Dataset entries
*** Block opens ***
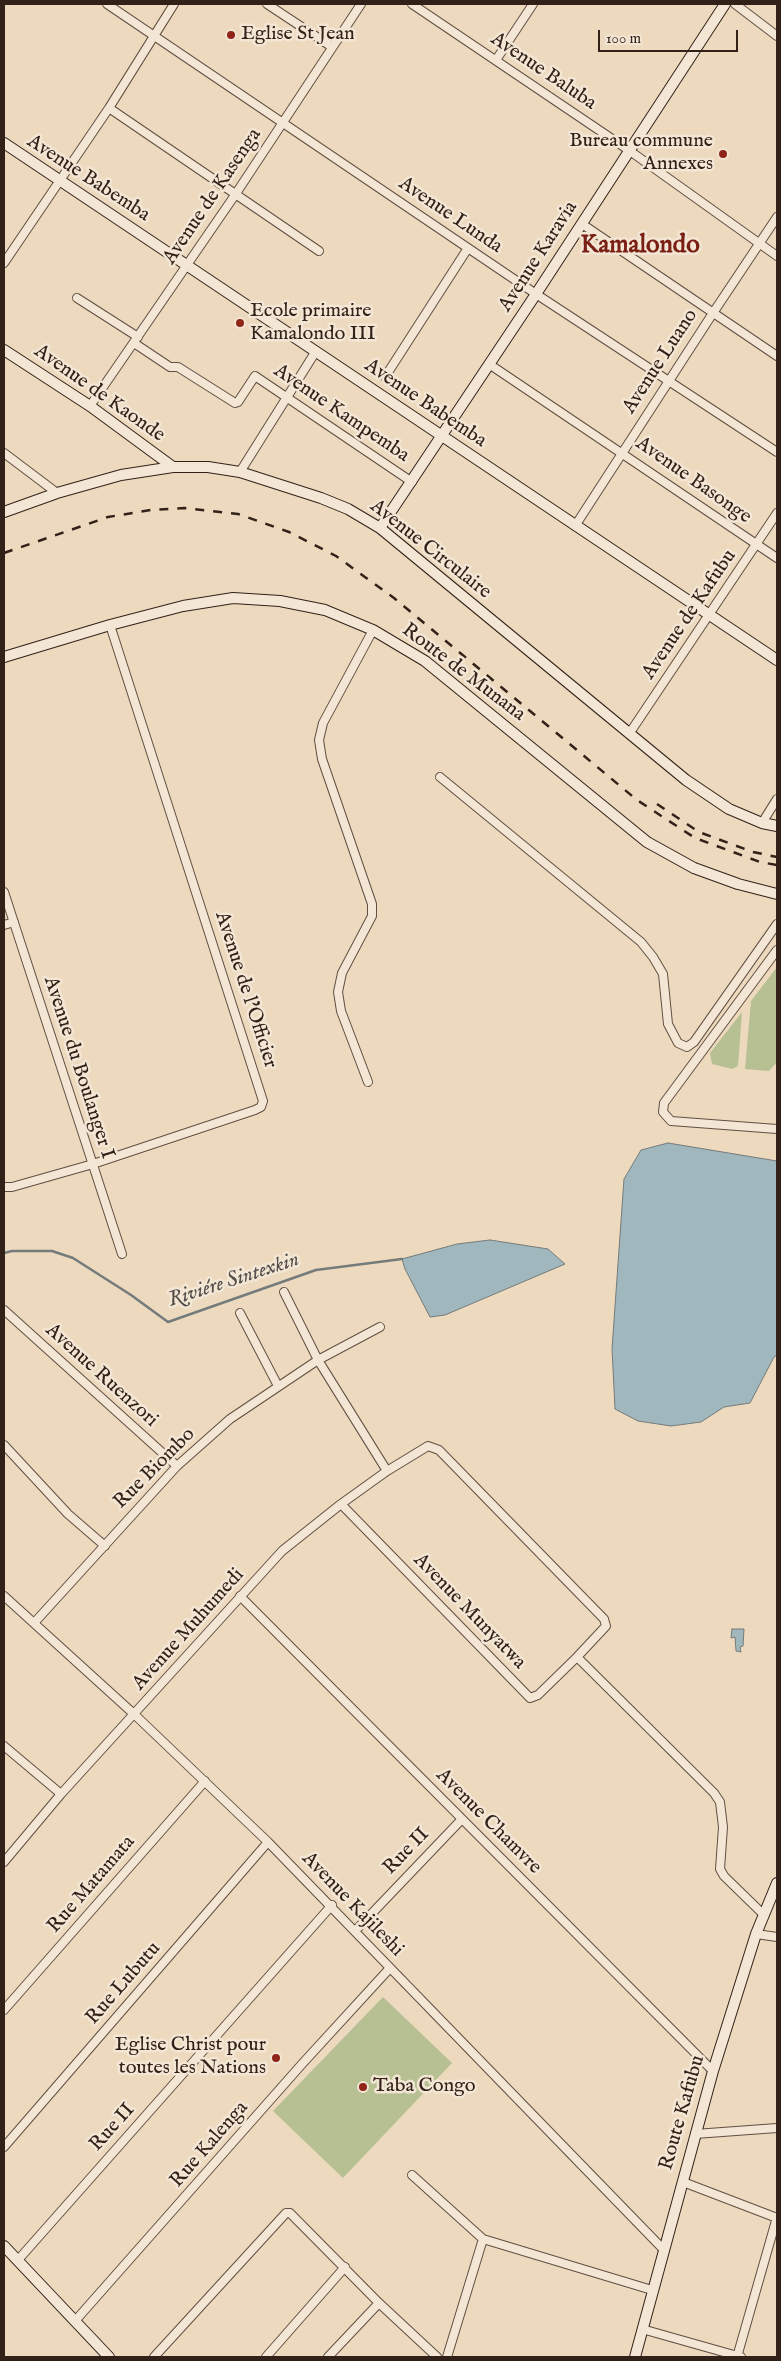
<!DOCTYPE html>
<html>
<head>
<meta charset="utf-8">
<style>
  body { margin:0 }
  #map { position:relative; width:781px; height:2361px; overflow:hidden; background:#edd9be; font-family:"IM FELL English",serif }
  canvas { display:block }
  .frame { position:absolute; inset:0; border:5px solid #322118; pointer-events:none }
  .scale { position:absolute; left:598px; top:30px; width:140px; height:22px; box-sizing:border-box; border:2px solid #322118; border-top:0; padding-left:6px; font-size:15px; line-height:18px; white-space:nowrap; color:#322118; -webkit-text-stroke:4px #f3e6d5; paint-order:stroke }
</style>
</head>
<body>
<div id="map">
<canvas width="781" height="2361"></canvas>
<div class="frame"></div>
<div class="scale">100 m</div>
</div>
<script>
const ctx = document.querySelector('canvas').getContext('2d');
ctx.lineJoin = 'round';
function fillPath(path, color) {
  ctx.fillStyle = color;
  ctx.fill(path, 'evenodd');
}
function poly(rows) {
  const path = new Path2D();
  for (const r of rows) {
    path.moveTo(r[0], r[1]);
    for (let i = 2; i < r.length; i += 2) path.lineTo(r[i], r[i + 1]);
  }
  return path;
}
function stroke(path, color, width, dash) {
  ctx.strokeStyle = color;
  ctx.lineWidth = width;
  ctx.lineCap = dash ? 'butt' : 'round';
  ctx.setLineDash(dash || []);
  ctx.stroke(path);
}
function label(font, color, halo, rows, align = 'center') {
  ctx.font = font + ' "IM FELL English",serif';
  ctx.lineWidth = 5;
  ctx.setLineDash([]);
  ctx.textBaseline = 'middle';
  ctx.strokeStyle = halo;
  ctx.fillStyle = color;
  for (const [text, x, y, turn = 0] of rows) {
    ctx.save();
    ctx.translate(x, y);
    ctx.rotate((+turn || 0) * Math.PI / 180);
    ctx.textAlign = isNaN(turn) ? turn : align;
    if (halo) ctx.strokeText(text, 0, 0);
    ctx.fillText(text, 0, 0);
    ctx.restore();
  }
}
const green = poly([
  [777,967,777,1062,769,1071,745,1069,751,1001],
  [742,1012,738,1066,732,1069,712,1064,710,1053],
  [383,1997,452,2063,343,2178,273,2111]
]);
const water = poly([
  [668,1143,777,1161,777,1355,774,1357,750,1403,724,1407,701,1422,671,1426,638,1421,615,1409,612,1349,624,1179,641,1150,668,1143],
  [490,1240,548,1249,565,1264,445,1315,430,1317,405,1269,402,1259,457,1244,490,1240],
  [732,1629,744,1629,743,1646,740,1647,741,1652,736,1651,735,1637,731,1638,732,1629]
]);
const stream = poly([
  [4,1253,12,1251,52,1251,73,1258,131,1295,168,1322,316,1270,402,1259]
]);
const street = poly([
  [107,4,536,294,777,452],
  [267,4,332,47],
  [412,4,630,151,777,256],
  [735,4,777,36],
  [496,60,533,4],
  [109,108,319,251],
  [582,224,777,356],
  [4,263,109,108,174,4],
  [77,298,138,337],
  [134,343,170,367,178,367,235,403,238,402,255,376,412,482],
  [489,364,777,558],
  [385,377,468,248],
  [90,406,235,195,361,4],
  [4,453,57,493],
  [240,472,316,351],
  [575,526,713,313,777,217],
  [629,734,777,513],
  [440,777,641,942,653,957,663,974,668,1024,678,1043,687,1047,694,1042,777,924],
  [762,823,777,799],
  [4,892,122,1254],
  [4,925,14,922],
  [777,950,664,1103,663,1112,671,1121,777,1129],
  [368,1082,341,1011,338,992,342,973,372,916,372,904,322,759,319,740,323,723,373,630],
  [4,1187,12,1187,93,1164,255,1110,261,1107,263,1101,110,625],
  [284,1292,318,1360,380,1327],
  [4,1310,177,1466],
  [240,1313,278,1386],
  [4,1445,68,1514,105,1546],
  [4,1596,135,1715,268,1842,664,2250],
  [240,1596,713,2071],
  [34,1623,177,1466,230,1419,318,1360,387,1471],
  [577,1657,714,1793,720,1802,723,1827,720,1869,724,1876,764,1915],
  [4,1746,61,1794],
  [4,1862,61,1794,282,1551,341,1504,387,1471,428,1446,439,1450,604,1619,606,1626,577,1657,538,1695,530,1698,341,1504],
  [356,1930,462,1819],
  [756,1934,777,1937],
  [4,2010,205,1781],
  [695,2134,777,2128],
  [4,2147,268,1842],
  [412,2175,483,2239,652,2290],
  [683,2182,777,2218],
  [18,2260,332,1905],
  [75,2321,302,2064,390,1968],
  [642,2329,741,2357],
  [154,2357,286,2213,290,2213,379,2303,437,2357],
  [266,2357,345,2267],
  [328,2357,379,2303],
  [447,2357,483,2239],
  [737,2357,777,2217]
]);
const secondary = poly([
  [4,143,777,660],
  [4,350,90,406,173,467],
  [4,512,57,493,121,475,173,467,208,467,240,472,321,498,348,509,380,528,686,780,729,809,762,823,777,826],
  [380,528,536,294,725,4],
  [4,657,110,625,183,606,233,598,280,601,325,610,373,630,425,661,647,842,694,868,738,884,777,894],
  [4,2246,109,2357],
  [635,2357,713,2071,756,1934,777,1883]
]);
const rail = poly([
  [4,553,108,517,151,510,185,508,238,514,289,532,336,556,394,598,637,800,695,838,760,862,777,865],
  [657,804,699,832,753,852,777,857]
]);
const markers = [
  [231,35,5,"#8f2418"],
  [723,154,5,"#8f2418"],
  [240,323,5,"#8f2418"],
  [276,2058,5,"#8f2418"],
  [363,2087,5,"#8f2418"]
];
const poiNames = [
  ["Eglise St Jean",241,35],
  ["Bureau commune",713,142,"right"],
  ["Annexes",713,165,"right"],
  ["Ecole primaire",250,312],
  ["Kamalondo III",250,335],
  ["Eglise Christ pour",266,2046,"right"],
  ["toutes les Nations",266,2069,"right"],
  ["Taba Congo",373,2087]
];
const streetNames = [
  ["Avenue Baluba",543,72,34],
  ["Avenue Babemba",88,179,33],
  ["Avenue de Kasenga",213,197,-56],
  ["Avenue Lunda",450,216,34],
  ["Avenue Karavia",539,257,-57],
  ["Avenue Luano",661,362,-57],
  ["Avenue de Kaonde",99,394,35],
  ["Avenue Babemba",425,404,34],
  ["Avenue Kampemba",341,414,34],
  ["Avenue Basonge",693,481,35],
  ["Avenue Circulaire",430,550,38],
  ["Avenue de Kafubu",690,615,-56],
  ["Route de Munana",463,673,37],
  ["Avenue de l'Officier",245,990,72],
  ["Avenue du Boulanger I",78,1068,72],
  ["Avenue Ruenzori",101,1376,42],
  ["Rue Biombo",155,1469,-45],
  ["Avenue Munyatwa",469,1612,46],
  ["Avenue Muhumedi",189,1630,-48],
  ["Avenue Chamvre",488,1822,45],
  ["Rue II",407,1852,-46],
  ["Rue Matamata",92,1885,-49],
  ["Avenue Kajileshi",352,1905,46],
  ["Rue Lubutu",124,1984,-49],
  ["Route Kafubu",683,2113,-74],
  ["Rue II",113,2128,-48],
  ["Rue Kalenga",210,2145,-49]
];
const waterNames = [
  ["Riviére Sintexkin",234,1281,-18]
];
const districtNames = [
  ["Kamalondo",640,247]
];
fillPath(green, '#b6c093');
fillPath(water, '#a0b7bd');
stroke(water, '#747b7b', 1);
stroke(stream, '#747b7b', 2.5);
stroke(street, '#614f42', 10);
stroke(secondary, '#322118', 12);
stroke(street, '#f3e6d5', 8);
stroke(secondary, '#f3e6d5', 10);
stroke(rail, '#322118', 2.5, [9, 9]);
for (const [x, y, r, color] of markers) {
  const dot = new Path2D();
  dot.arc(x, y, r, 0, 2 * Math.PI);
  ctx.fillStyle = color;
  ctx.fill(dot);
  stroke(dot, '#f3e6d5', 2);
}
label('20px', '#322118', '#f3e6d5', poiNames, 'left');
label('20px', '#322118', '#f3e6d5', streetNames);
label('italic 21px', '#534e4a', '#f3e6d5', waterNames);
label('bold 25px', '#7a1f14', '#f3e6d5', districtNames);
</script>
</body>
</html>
*** Block closes ***
Activity: Copy out each line of the data in which the word "strokeStyle" appears.

Written solution:
  ctx.strokeStyle = color;
  ctx.strokeStyle = halo;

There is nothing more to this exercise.